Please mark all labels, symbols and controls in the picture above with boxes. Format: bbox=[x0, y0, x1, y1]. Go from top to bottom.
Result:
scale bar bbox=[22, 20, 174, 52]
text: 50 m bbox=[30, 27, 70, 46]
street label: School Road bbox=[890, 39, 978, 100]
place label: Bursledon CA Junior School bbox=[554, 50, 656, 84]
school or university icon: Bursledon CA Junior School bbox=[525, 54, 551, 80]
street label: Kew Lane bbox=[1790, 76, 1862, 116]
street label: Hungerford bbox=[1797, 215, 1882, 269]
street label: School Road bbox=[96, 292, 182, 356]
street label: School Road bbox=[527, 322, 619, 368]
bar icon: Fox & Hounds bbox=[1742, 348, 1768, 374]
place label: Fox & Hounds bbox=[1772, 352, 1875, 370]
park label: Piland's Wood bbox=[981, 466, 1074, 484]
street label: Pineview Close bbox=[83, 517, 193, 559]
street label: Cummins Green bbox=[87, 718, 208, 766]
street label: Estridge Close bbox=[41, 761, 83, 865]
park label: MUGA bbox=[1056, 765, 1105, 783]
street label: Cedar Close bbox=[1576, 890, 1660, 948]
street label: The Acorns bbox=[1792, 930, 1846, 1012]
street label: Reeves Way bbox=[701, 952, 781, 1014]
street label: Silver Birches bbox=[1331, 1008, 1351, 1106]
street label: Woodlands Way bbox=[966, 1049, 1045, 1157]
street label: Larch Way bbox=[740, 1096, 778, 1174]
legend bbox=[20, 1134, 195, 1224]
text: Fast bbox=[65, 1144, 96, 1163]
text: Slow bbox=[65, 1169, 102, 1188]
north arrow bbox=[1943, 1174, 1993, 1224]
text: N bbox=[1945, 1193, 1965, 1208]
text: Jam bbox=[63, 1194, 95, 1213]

________________________________________

• **What the task requires**:
Please report how many lines of the entries above include "park". Only the number is wanted.

• **Exercise answer**:
2